**PROMPT:** Would you transcribe each entry exactly as it stands, omitting the pictures?

===== EXTRACTED RECORDS

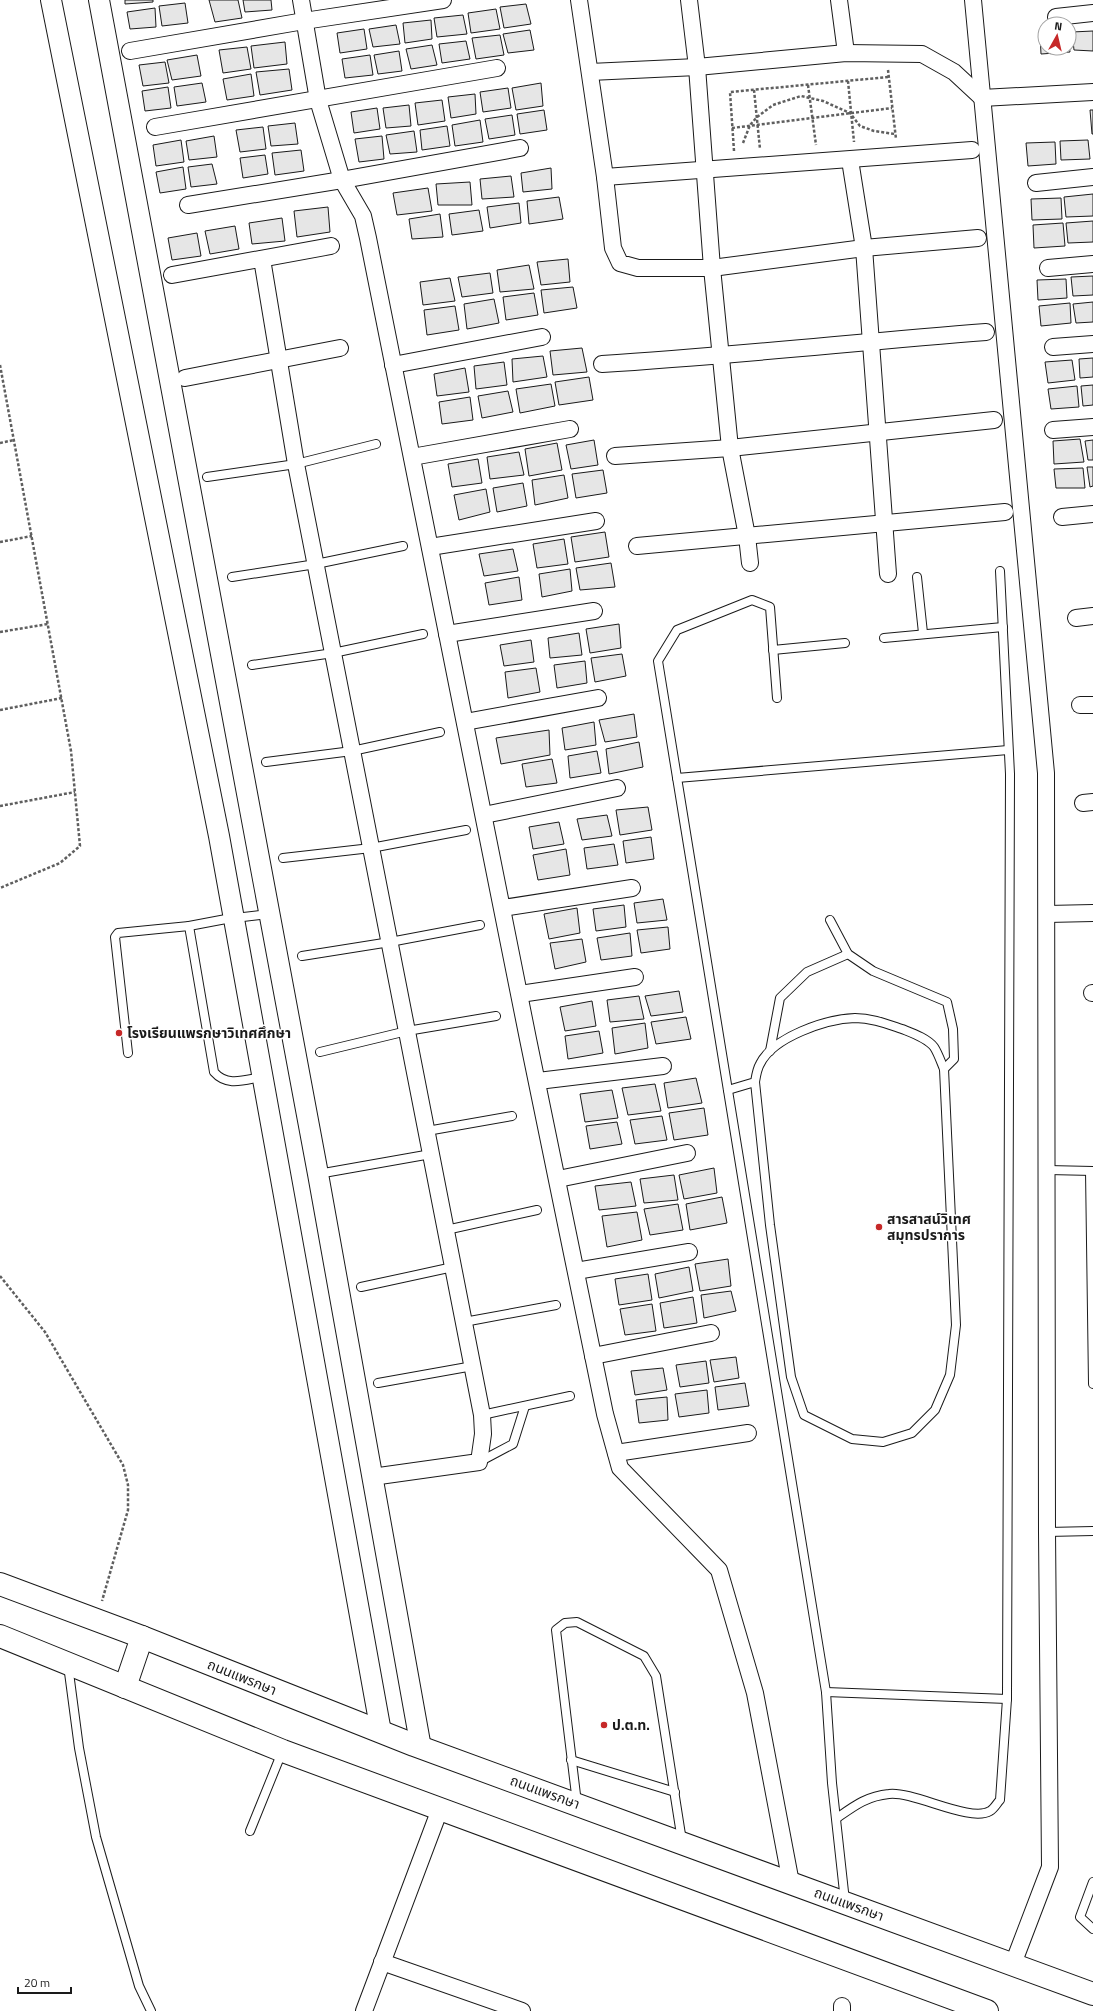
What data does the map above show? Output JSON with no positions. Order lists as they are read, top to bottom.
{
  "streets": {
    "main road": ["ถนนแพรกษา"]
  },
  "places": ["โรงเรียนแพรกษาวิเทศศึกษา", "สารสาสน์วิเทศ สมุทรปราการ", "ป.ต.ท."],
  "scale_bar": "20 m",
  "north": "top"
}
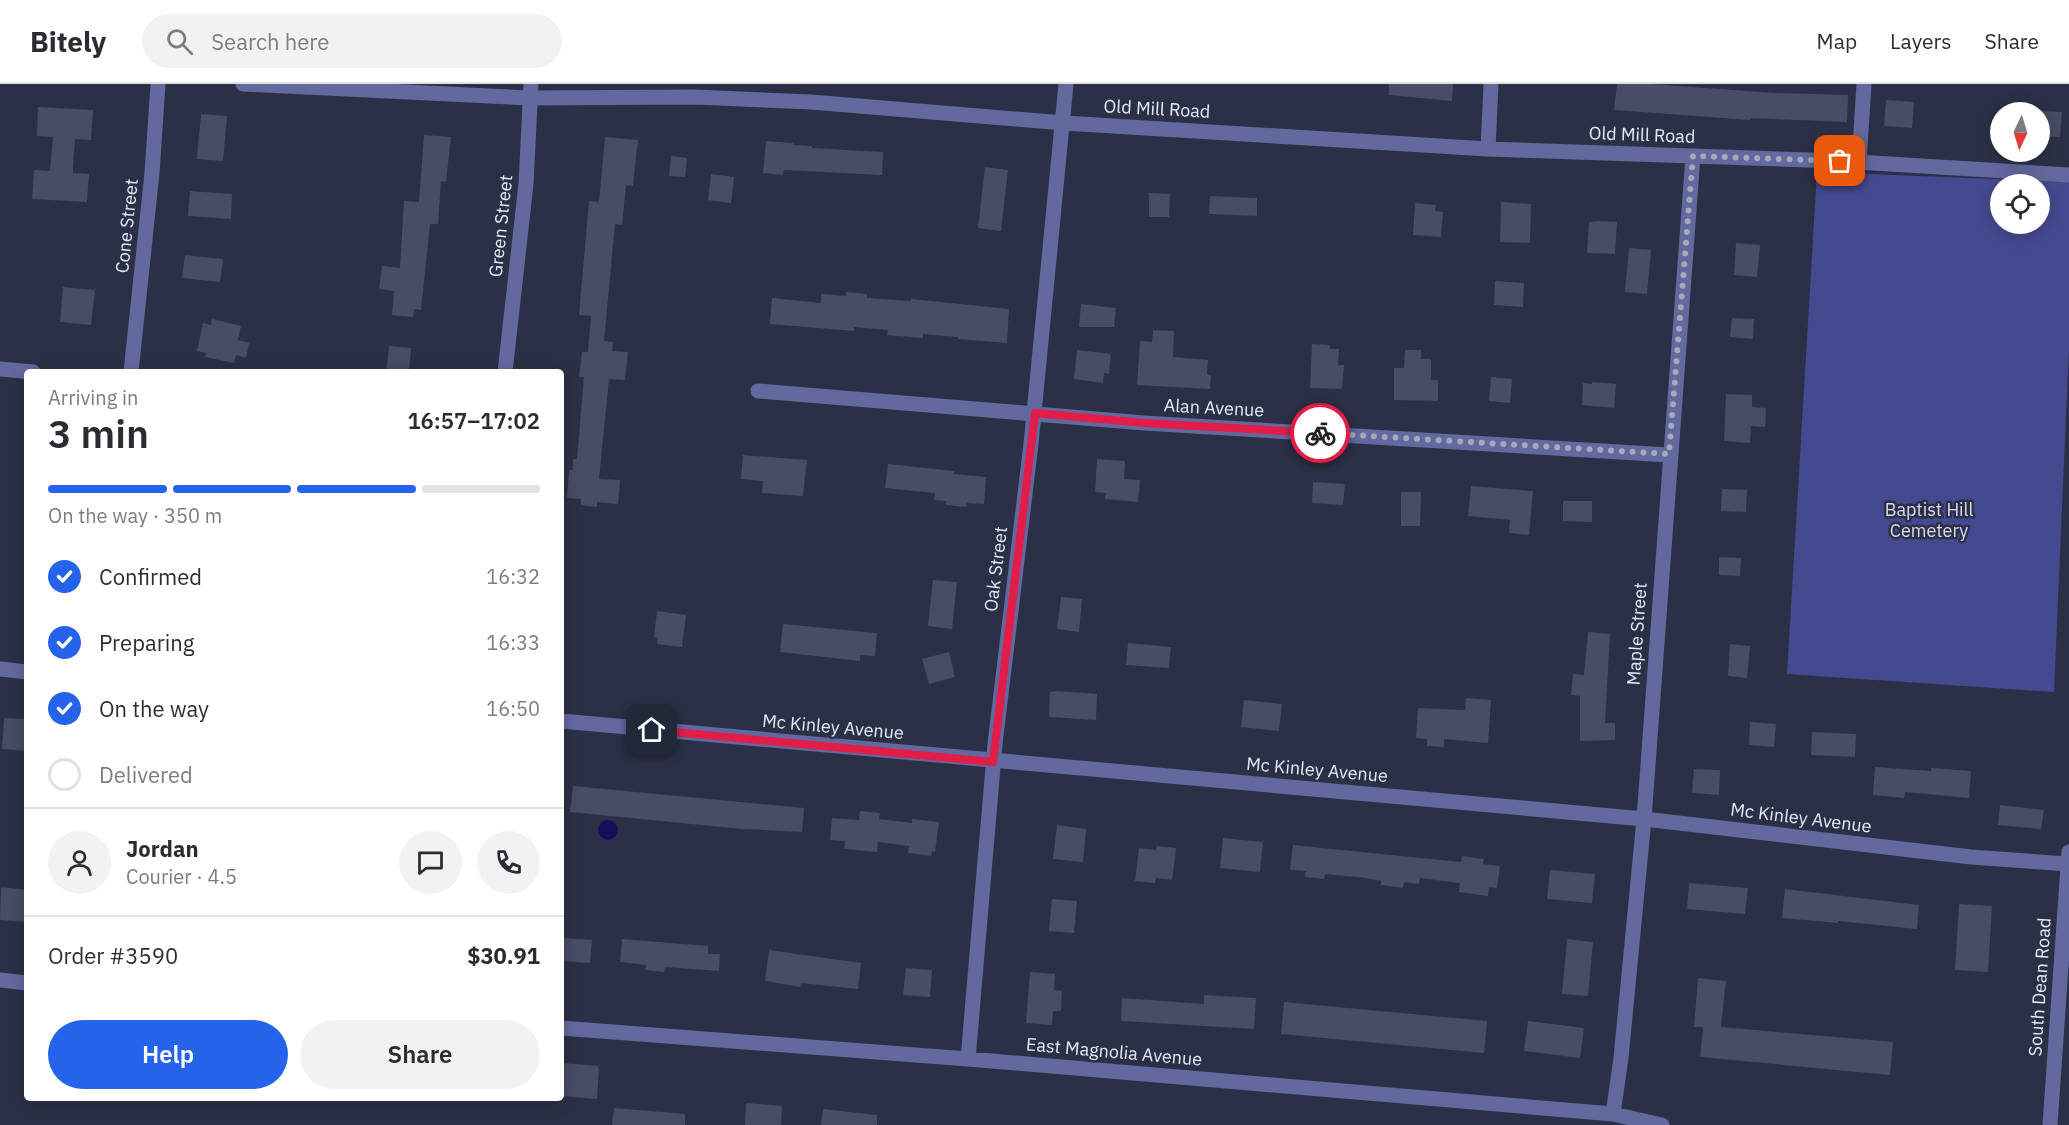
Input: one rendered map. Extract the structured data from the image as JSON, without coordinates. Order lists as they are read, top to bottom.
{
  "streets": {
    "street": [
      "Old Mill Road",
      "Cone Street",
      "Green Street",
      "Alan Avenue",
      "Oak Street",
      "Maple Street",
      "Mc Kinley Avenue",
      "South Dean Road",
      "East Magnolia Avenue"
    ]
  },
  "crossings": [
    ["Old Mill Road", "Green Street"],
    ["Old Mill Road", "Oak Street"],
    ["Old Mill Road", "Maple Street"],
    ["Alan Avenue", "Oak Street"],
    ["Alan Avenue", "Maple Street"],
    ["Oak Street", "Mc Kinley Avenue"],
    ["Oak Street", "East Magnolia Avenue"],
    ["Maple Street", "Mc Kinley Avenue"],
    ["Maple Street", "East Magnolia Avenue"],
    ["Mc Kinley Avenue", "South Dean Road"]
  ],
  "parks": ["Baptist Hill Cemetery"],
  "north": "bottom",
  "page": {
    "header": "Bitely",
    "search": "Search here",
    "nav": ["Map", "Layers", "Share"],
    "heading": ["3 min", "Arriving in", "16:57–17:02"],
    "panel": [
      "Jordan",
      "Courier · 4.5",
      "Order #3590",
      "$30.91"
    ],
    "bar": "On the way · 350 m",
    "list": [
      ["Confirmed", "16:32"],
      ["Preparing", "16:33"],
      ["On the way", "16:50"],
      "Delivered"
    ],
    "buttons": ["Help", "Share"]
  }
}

==========

**WORKED SOLUTION:**
What data does the map above show? Output JSON with no positions. Order lists as they are read, top to bottom.
{
  "streets": {
    "main road": ["ถนนแพรกษา"]
  },
  "places": ["โรงเรียนแพรกษาวิเทศศึกษา", "สารสาสน์วิเทศ สมุทรปราการ", "ป.ต.ท."],
  "scale_bar": "20 m",
  "north": "top"
}
Input: one rendered map. Extract the structured data from the image as JSON, without coordinates. Order lists as they are read, top to bottom.
{
  "streets": {
    "street": [
      "Old Mill Road",
      "Cone Street",
      "Green Street",
      "Alan Avenue",
      "Oak Street",
      "Maple Street",
      "Mc Kinley Avenue",
      "South Dean Road",
      "East Magnolia Avenue"
    ]
  },
  "crossings": [
    ["Old Mill Road", "Green Street"],
    ["Old Mill Road", "Oak Street"],
    ["Old Mill Road", "Maple Street"],
    ["Alan Avenue", "Oak Street"],
    ["Alan Avenue", "Maple Street"],
    ["Oak Street", "Mc Kinley Avenue"],
    ["Oak Street", "East Magnolia Avenue"],
    ["Maple Street", "Mc Kinley Avenue"],
    ["Maple Street", "East Magnolia Avenue"],
    ["Mc Kinley Avenue", "South Dean Road"]
  ],
  "parks": ["Baptist Hill Cemetery"],
  "north": "bottom",
  "page": {
    "header": "Bitely",
    "search": "Search here",
    "nav": ["Map", "Layers", "Share"],
    "heading": ["3 min", "Arriving in", "16:57–17:02"],
    "panel": [
      "Jordan",
      "Courier · 4.5",
      "Order #3590",
      "$30.91"
    ],
    "bar": "On the way · 350 m",
    "list": [
      ["Confirmed", "16:32"],
      ["Preparing", "16:33"],
      ["On the way", "16:50"],
      "Delivered"
    ],
    "buttons": ["Help", "Share"]
  }
}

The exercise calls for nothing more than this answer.